**Exercise requirements**:
Your answer must be the lines from the first one in the material through the line with "border:8px solid #d22;", retyped exactly and with no pictures.

**Study material**:
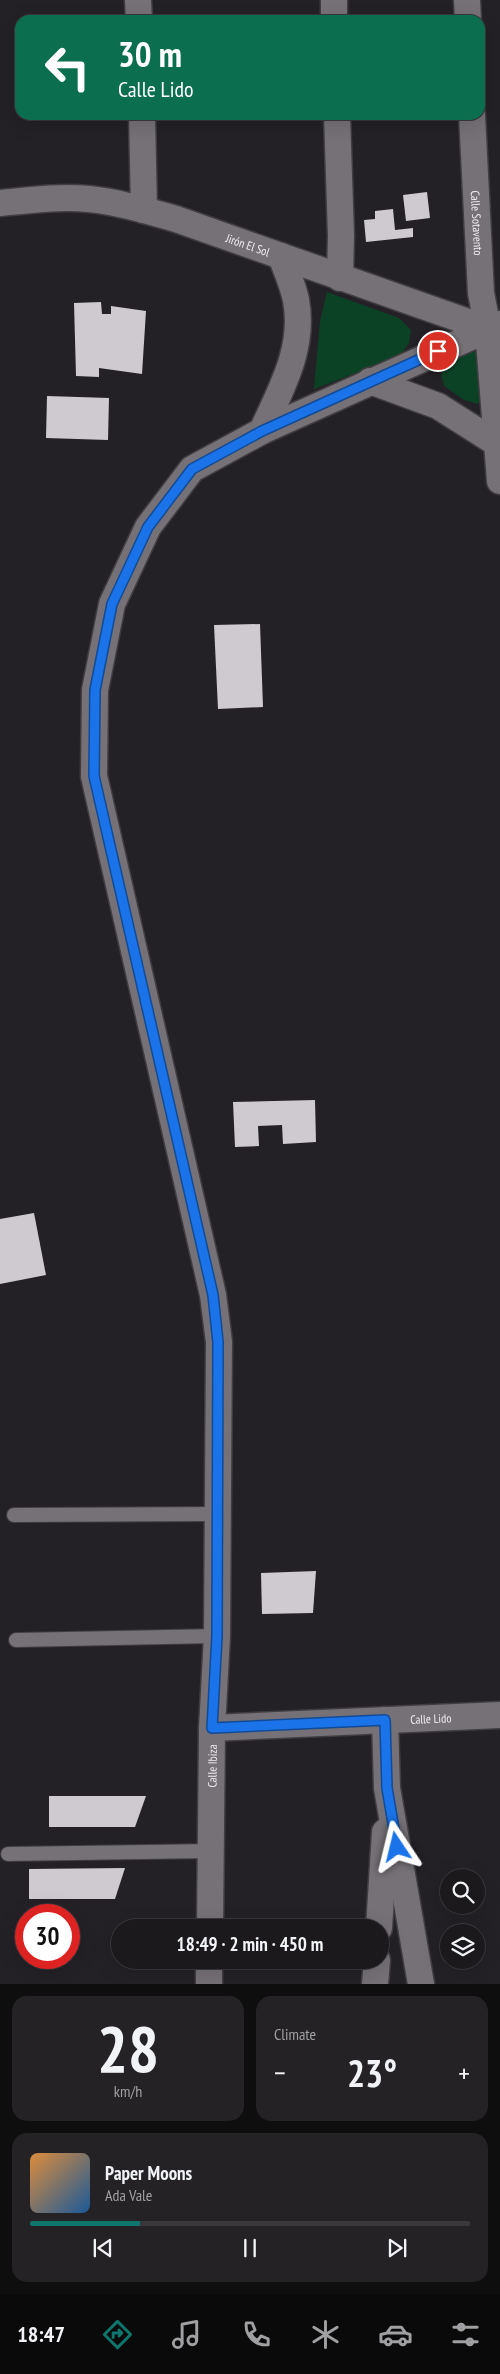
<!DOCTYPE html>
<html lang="en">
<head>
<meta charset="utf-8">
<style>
	:root { --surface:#1b191c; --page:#242225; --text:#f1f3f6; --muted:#a0a0a3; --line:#39383b; --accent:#0f766e }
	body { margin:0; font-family:"PT Sans Narrow",sans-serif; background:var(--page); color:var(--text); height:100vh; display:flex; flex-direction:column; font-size:19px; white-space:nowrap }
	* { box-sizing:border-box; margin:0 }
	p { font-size:16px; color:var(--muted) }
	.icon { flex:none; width:28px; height:28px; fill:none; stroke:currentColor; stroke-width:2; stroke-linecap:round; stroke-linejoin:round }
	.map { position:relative; height:1984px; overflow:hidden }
	.side { display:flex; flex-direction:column; gap:12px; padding:12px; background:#0f0e0f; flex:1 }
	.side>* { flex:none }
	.hud { position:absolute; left:15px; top:15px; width:470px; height:105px; border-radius:15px; box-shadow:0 5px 20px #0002,0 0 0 1px var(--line); background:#0b6e4f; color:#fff; overflow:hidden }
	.tools { position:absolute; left:440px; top:1869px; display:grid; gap:10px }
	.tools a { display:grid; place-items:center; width:45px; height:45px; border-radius:50%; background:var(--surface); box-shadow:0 5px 20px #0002,0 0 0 1px var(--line); font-size:25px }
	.speed { position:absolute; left:15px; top:1904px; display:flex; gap:10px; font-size:25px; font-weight:700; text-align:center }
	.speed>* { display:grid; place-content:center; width:65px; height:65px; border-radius:50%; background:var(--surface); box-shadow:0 5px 20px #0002,0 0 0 1px var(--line); line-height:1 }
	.speed .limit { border:8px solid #d22; background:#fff; color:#111 }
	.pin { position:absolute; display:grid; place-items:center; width:42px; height:42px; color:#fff; margin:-21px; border:2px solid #fff; border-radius:50%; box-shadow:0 1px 5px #0007 }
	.me { position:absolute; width:55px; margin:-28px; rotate:350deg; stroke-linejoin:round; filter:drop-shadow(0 0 4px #0008) }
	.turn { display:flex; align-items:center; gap:18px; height:105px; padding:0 20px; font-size:22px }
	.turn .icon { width:65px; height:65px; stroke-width:2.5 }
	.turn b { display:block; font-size:35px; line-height:42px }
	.big { font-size:38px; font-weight:700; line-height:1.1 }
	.side .card { flex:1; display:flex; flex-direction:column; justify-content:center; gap:8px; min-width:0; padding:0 18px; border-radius:15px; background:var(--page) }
	.side .dial { align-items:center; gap:0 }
	.dial b { font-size:65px; line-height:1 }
	.song { display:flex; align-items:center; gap:15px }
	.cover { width:60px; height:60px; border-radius:8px; background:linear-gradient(135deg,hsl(30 70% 55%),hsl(210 70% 35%)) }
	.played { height:5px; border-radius:2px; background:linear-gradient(90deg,var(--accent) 25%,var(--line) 25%) }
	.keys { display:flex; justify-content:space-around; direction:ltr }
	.heat { display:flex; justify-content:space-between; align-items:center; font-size:28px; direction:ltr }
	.side .tiles { flex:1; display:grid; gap:12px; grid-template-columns:1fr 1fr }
	.card:last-child { grid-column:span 2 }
	.trip { position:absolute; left:111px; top:1919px; width:278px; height:50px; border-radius:25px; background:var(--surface); box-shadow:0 5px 20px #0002,0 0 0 1px var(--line); font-weight:700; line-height:50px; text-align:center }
	.tabs { display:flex; height:80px; justify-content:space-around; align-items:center; background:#0b0a0b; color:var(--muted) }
	.tabs .icon { width:35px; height:35px }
	.tabs .active { color:var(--accent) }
	.tabs b { font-size:22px; color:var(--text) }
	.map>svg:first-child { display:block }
	.green { fill:#0b4226 }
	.building { fill:#cfcad0 }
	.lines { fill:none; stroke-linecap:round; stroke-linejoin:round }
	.lane-casing { stroke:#3f3d40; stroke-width:16 }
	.street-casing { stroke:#3f3d40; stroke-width:29 }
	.lane { stroke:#757176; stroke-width:14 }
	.street { stroke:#757176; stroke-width:26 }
	.route-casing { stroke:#114b97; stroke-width:12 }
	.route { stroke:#1a73e8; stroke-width:9 }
	.labels { text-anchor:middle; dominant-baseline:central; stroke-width:5; stroke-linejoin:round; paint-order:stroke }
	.street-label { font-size:12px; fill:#efedf0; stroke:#242126 }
</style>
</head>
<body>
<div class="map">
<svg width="500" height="1984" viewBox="0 0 500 1984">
	<rect width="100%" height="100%" fill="#242126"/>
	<g class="green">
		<polygon points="327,292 399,318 411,330 409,343 400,356 314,389 320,321"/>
		<polygon points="467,348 481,355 482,392 478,404 464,400 444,386 441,374 450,357"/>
	</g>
	<g class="building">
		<polygon points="427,192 430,218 406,221 403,195"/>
		<polygon points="393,209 395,230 413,228 413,237 366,242 364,220 375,219 375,211"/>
		<polygon points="101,302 102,314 111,314 111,306 146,311 142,374 99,368 99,377 76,376 74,303"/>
		<polygon points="47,396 109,398 108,440 46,438"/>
		<polygon points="260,624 263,707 218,709 214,625"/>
		<polygon points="315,1100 316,1142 283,1144 282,1125 258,1126 259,1146 235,1147 233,1102"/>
		<polygon points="34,1213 46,1275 0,1284 0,1219"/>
		<polygon points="316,1571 313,1613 262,1614 261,1573"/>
		<polygon points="49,1796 146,1796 135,1827 49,1827"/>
		<polygon points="125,1868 115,1899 29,1899 29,1869"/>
	</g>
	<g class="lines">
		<g class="lane-casing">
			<g id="lane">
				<polyline points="14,1515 217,1514"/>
				<polyline points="16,1640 217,1636"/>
				<polyline points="8,1854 212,1851"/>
			</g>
		</g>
		<g class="street-casing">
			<g id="street">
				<polyline points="138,0 139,20"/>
				<polyline points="334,0 334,20"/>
				<polyline points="467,0 468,20"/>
				<polyline points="142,115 144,210"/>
				<polyline points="337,115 341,236 340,278"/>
				<path id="s1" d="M 472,115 L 481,293 L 488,329 L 500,481"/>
				<path id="s2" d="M 0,203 C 30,200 60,196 89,199 C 119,202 148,211 176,219 L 488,329"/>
				<polyline points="370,381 438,406 498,444"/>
				<path d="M 262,431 C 281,389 305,348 296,300 C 293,285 286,270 281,256"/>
				<polyline points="385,1720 387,1788 421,1984"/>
				<path id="s3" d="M 212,1728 L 500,1715"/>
				<path id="s4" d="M 210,1928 L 212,1728 L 217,1636 L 219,1342 L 213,1295 L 94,776 L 95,690 L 112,604 L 148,527 L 192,469 L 262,431 L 500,324"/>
				<polyline points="379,1928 385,1832"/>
				<polyline points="209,1984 209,1960"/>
				<polyline points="375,1984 377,1960"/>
			</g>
		</g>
		<use href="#lane" class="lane"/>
		<use href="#street" class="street"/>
	</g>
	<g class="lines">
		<g class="route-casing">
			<polyline id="route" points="397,1847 387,1788 385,1720 212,1728 217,1636 218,1342 213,1295 94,776 95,690 112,604 148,527 192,469 262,431 438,351"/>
		</g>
		<use href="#route" class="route"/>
	</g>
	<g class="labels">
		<g class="street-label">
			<text stroke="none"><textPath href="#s1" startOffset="108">Calle Sotavento</textPath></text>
			<text stroke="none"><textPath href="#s2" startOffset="255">Jirón El Sol</textPath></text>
			<text stroke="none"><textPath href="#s3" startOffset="219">Calle Lido</textPath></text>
			<text stroke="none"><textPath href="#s4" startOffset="162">Calle Ibiza</textPath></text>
		</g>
	</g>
</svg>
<div class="tools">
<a><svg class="icon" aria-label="search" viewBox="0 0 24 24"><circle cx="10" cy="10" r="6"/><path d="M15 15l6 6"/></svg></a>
<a><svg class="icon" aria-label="layers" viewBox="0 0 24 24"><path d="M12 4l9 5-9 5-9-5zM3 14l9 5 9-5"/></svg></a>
</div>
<div class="speed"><div class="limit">30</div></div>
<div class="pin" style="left:438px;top:351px;background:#d93025"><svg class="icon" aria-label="arrive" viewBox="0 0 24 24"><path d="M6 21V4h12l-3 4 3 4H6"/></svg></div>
<svg class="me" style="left:397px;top:1847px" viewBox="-20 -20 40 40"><path d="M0-17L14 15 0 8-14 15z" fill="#1a73e8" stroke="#fff" stroke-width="4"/></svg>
<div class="trip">18:49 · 2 min · 450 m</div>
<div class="hud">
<div class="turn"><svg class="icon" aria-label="left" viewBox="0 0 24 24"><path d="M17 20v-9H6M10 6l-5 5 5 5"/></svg><div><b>30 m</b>Calle Lido</div></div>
</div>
</div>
<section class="side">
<div class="tiles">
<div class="card dial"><b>28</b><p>km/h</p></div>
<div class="card"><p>Climate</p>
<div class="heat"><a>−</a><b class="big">23°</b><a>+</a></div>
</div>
<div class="card">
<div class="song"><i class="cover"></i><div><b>Paper Moons</b><p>Ada Vale</p></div></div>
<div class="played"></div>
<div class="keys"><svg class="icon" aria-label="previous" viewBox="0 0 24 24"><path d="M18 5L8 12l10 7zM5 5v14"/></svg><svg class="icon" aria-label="pause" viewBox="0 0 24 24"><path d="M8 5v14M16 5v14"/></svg><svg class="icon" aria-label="next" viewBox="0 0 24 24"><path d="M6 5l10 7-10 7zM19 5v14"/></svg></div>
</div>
</div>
</section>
<nav class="tabs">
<b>18:47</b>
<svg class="icon active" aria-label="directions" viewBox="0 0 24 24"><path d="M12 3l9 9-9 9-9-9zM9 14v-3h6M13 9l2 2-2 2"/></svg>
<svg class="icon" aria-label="music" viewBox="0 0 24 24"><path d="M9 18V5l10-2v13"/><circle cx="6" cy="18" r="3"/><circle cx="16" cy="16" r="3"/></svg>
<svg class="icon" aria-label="phone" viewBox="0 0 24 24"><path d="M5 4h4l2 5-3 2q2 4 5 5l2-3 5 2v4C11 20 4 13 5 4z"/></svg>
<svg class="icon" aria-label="climate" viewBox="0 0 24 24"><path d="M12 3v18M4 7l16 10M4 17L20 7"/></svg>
<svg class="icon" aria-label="car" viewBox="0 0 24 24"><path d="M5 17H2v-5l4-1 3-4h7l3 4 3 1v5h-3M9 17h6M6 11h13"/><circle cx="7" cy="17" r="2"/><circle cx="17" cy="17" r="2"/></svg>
<svg class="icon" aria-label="filters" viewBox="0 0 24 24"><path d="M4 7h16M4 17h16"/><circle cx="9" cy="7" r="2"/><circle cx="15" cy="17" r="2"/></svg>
</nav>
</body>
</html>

**Task solution**:
<!DOCTYPE html>
<html lang="en">
<head>
<meta charset="utf-8">
<style>
	:root { --surface:#1b191c; --page:#242225; --text:#f1f3f6; --muted:#a0a0a3; --line:#39383b; --accent:#0f766e }
	body { margin:0; font-family:"PT Sans Narrow",sans-serif; background:var(--page); color:var(--text); height:100vh; display:flex; flex-direction:column; font-size:19px; white-space:nowrap }
	* { box-sizing:border-box; margin:0 }
	p { font-size:16px; color:var(--muted) }
	.icon { flex:none; width:28px; height:28px; fill:none; stroke:currentColor; stroke-width:2; stroke-linecap:round; stroke-linejoin:round }
	.map { position:relative; height:1984px; overflow:hidden }
	.side { display:flex; flex-direction:column; gap:12px; padding:12px; background:#0f0e0f; flex:1 }
	.side>* { flex:none }
	.hud { position:absolute; left:15px; top:15px; width:470px; height:105px; border-radius:15px; box-shadow:0 5px 20px #0002,0 0 0 1px var(--line); background:#0b6e4f; color:#fff; overflow:hidden }
	.tools { position:absolute; left:440px; top:1869px; display:grid; gap:10px }
	.tools a { display:grid; place-items:center; width:45px; height:45px; border-radius:50%; background:var(--surface); box-shadow:0 5px 20px #0002,0 0 0 1px var(--line); font-size:25px }
	.speed { position:absolute; left:15px; top:1904px; display:flex; gap:10px; font-size:25px; font-weight:700; text-align:center }
	.speed>* { display:grid; place-content:center; width:65px; height:65px; border-radius:50%; background:var(--surface); box-shadow:0 5px 20px #0002,0 0 0 1px var(--line); line-height:1 }
	.speed .limit { border:8px solid #d22; background:#fff; color:#111 }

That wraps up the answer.